Sequential: Can't parallelize—each step depends on the previous.

Order sensitivity: Results depend on chunk ordering.

Compression artifacts: Running summary may over-compress important details as document length increases.

When to Use

Iterative refinement excels when:

Document has narrative or logical flow that builds
Cross-chunk context is important
Parallelization isn't a priority
Quality matters more than speed

Extended Context Models

The 2025 landscape includes models with dramatically extended context windows.

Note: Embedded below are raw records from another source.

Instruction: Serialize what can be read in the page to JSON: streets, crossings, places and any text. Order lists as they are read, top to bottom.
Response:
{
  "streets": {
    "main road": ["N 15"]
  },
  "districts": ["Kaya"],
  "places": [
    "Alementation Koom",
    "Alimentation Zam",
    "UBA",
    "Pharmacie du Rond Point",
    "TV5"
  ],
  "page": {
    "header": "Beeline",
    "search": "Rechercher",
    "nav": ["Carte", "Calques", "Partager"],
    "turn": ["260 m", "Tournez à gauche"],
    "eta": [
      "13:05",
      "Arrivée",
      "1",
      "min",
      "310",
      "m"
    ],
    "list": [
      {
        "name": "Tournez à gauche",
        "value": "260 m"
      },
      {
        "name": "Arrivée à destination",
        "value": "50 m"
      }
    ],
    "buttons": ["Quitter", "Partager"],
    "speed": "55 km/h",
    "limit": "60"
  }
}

The Extended Context Landscape

Model	Context Window
Gemini 1.5 Pro	2M tokens
Claude 3.5 (Opus)	200K tokens
GPT-4.5	128K tokens
Llama 3.1	128K tokens
Claude 3	200K tokens

When to Use Extended Context

Full document fits: If your document fits within context, full-context processing is often simpler and higher quality than chunking.

Cross-document reasoning: Tasks requiring reasoning across the entire document benefit from full context.

Quality priority: When quality matters more than cost, full context avoids chunking artifacts.

When to Still Use Chunking

Cost sensitivity: Processing 100K tokens costs significantly more than processing 10K tokens.

Retrieval tasks: For question-answering, retrieving relevant chunks is faster and often better than searching full context.

Recurring processing: If you'll process the same document many times, pre-chunking and indexing is more efficient.

Lost-in-the-middle concerns: For extraction tasks where precision matters, focused retrieval beats long context.

Hybrid Approaches

Combine extended context with retrieval:

Chunk and index: Create searchable chunks for the document
Retrieve broadly: For a query, retrieve more chunks than strictly necessary
Process in context: Use extended context to process retrieved chunks together
Benefit from both: Retrieval focuses attention; extended context provides more surrounding context

Task-Specific Strategies

Summarization

Short documents (< 10K tokens): Full context, single prompt.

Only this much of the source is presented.